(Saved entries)

Start of Block

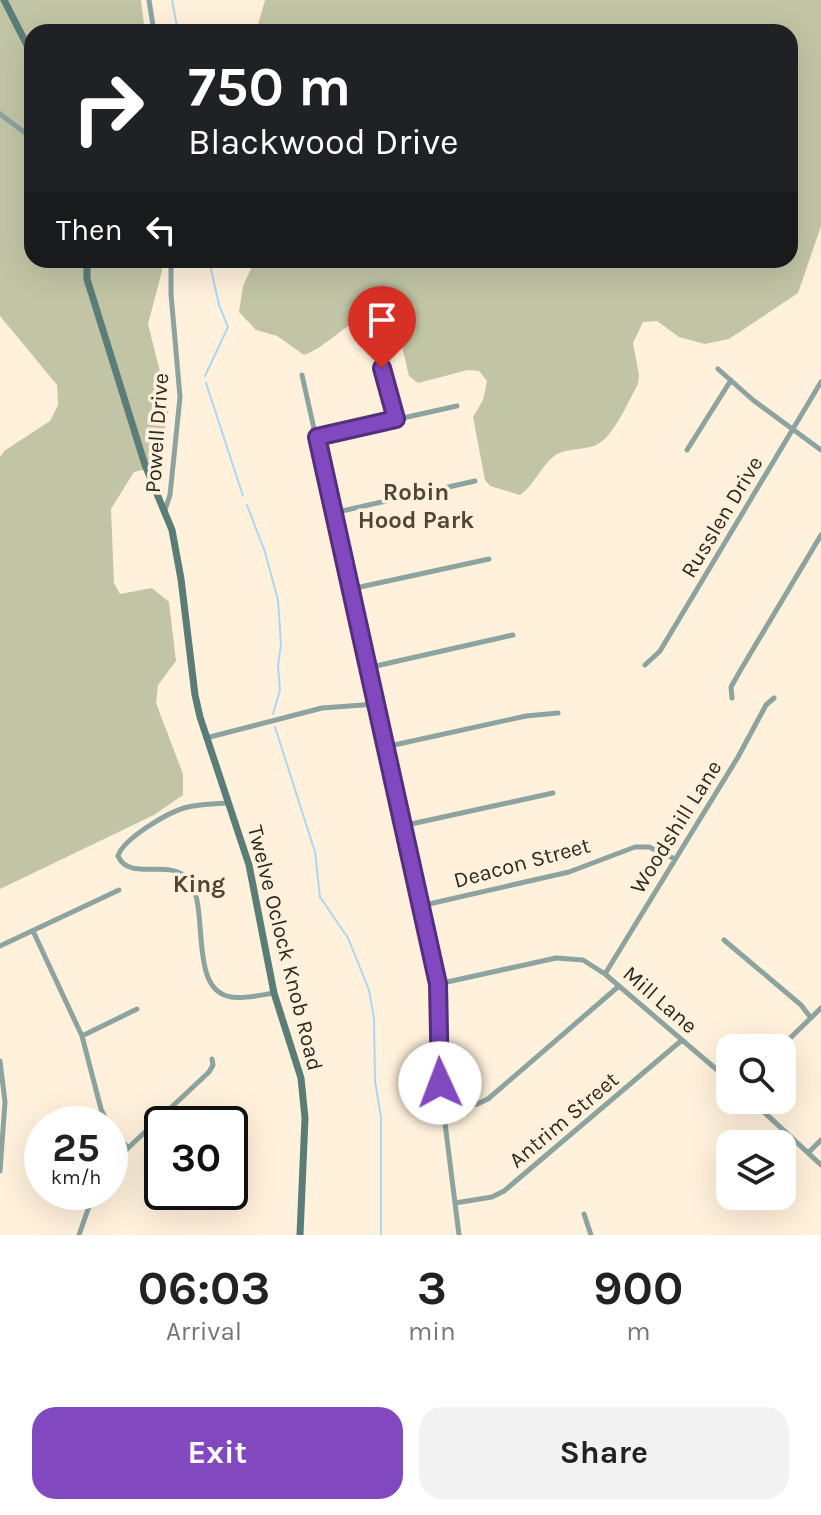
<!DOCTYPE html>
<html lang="en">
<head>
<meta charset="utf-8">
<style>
  :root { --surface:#fff; --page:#f2f2f2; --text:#222; --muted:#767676; --accent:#8148bf }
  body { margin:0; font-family:Karla,sans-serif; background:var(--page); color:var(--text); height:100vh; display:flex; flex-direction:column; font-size:30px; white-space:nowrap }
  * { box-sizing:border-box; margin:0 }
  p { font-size:26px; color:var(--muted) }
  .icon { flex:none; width:44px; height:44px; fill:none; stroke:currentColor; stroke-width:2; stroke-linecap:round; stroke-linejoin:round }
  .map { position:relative; height:1235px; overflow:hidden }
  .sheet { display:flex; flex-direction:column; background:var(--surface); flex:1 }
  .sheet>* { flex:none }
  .top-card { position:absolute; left:24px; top:24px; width:774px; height:244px; border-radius:24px; box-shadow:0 8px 32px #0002; background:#202124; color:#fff; overflow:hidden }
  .controls { position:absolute; left:716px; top:1034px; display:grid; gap:16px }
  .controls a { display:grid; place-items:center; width:80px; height:80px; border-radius:16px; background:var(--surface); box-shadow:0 8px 32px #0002; font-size:40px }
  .speed { position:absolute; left:24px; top:1106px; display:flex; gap:16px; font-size:40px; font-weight:700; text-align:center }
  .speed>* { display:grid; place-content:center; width:104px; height:104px; border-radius:50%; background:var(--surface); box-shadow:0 8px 32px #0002; line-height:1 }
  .speed small { font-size:20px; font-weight:400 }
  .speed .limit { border:4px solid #111; border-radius:12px; background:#fff; color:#111 }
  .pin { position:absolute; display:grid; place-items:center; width:68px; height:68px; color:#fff; margin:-82px -34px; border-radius:50% 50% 50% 0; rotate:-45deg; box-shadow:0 0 8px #0007 }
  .pin .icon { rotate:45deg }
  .me { position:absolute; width:88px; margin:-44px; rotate:358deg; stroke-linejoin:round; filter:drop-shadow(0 0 6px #0008) }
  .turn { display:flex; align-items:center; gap:28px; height:168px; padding:0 32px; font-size:36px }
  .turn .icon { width:104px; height:104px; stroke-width:2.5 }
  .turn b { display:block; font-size:56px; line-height:68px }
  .then { display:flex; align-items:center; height:76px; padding:0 32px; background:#0003; gap:16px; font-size:30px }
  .eta { display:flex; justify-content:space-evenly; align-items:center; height:136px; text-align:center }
  .eta b { font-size:48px; font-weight:700; line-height:56px }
  .button { display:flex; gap:16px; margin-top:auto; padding:16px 32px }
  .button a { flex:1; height:92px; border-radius:24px; background:var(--accent); color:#fff; font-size:32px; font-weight:700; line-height:92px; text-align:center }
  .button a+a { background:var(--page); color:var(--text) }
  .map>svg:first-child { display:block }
</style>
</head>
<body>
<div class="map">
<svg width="821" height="1235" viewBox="0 0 821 1235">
  <rect width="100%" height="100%" fill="#fff1db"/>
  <path fill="#c2c5a5" d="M0,0H141L145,32H32V260H162V271L148,324L169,407L158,466L134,472L111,509L114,583L120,594L152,588L169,602L176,661L158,685L156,703L183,774V795L154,815L0,889V457L4,451L50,421L58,405L57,385L0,316Z
    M265,0H821V226L798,293L729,339L705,344L679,337L657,321L643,322L633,343L639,375L638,384C629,400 613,438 596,445C582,451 565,447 553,457C540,468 535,484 520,495L490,486L485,480L473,417L483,400L487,381L479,371L468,370L418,383L409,376L398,330L382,315C350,314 332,345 304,355L277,336L256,330L239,312L243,286L255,260H790V32H256Z"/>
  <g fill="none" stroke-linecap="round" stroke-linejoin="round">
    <path stroke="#add6f2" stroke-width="2" d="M172,0L178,32
      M205,376L228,327L219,305L209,260
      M206,383L243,496
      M247,505L265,552L278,600L281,644L278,666L280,690L273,714
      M275,727L315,852L320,897L348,938L369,990L374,1019L375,1081L381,1117V1235"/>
    <path stroke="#8da3a0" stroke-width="5" d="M149,0L154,32
      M0,114L32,138
      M367,333L389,385L396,419
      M718,369L753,400L821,450
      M302,375L438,984L441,1009L438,1067L459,1235
      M317,437L457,406
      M687,450L731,380
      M165,510L170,495L180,397L171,294V260
      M333,513L475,481
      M351,589L489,559
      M645,665L660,651L821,382
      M367,668L513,635
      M732,698L731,687L740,671L821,535
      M206,738L322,708L377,704
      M385,747L526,716L558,713
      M228,803C214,804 198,804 184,808C167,813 123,839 118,856C129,881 165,860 185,876C213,898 185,990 231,997C244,999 261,995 274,993
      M402,826L553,793
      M420,906L569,872L635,847H649L675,859
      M33,931L82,1036L101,1109L108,1124
      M724,940L801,1005L811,1018
      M0,946L119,890
      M605,974L738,757L766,705L774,698
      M438,984L556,958L583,960L605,974L730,1081
      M82,1036L137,1009
      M780,1048L821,1008
      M0,1061L5,1102L0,1171
      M751,1100L821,1165
      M443,1109L477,1104L488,1099L619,986
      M110,1127L128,1148
      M808,1153L821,1140
      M110,1168L128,1148L209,1072L213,1065L212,1059
      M455,1203L492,1197L504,1191L682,1040
      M584,1214L591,1235
      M79,1235L94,1192"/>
    <path stroke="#5b7d78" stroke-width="7" d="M4,0L32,55
      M87,260V279L145,465L172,530L181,579L195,695L200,717L249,865L274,993L301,1078L305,1118L300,1235"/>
  </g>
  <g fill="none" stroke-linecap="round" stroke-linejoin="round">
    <defs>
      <path id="route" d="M382,368L396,419L317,437L438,984L440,1083"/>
    </defs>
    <use href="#route" stroke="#542f7c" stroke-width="20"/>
    <use href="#route" stroke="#8148bf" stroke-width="14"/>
  </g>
  <g text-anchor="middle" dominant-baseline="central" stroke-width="7" stroke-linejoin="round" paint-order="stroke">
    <g font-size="22" fill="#2e2921" stroke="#fff1db">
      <text transform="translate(157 433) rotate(-86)">Powell Drive</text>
      <text transform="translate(722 517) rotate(-59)">Russlen Drive</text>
      <text transform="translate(676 827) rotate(-58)">Woodshill Lane</text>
      <text transform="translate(522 863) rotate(-15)">Deacon Street</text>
      <text transform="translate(285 948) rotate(76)">Twelve Oclock Knob Road</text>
      <text transform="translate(660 1000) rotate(41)">Mill Lane</text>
      <text transform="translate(564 1120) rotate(-40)">Antrim Street</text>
    </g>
    <g font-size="24" font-weight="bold" fill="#514633" stroke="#fff1db">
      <text x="416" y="492">Robin<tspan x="416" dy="28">Hood Park</tspan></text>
      <text x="199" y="884">King</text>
    </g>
  </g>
</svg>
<div class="controls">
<a><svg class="icon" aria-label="search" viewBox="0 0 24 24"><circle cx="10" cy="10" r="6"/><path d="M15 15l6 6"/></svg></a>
<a><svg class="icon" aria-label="layers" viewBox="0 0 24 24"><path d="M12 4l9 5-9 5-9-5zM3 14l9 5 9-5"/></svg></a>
</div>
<div class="speed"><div>25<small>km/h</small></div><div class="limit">30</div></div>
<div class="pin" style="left:382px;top:368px;background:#d93025"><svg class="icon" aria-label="arrive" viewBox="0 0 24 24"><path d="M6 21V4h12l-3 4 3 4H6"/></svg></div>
<svg class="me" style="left:440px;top:1083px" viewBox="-20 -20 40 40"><circle r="19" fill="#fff"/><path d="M0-13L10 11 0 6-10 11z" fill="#8148bf"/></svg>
<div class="top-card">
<div class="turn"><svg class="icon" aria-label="right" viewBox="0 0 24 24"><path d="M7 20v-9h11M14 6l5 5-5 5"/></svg><div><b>750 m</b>Blackwood Drive</div></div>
<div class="then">Then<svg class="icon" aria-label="left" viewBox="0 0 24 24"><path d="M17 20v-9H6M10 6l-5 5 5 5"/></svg></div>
</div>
</div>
<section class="sheet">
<div class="eta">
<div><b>06:03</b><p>Arrival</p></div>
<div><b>3</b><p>min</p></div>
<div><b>900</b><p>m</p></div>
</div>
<div class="button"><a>Exit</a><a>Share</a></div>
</section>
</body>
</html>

End of Block

Exercise aim: The required answer is the run of lines above, starting at the line with "position:absolute; left:24px; top:1106px;" and ending at the line with "display:flex; align-items:center; gap:28px;", reproduced exactly with both ends.

Solution to the problem:
  .speed { position:absolute; left:24px; top:1106px; display:flex; gap:16px; font-size:40px; font-weight:700; text-align:center }
  .speed>* { display:grid; place-content:center; width:104px; height:104px; border-radius:50%; background:var(--surface); box-shadow:0 8px 32px #0002; line-height:1 }
  .speed small { font-size:20px; font-weight:400 }
  .speed .limit { border:4px solid #111; border-radius:12px; background:#fff; color:#111 }
  .pin { position:absolute; display:grid; place-items:center; width:68px; height:68px; color:#fff; margin:-82px -34px; border-radius:50% 50% 50% 0; rotate:-45deg; box-shadow:0 0 8px #0007 }
  .pin .icon { rotate:45deg }
  .me { position:absolute; width:88px; margin:-44px; rotate:358deg; stroke-linejoin:round; filter:drop-shadow(0 0 6px #0008) }
  .turn { display:flex; align-items:center; gap:28px; height:168px; padding:0 32px; font-size:36px }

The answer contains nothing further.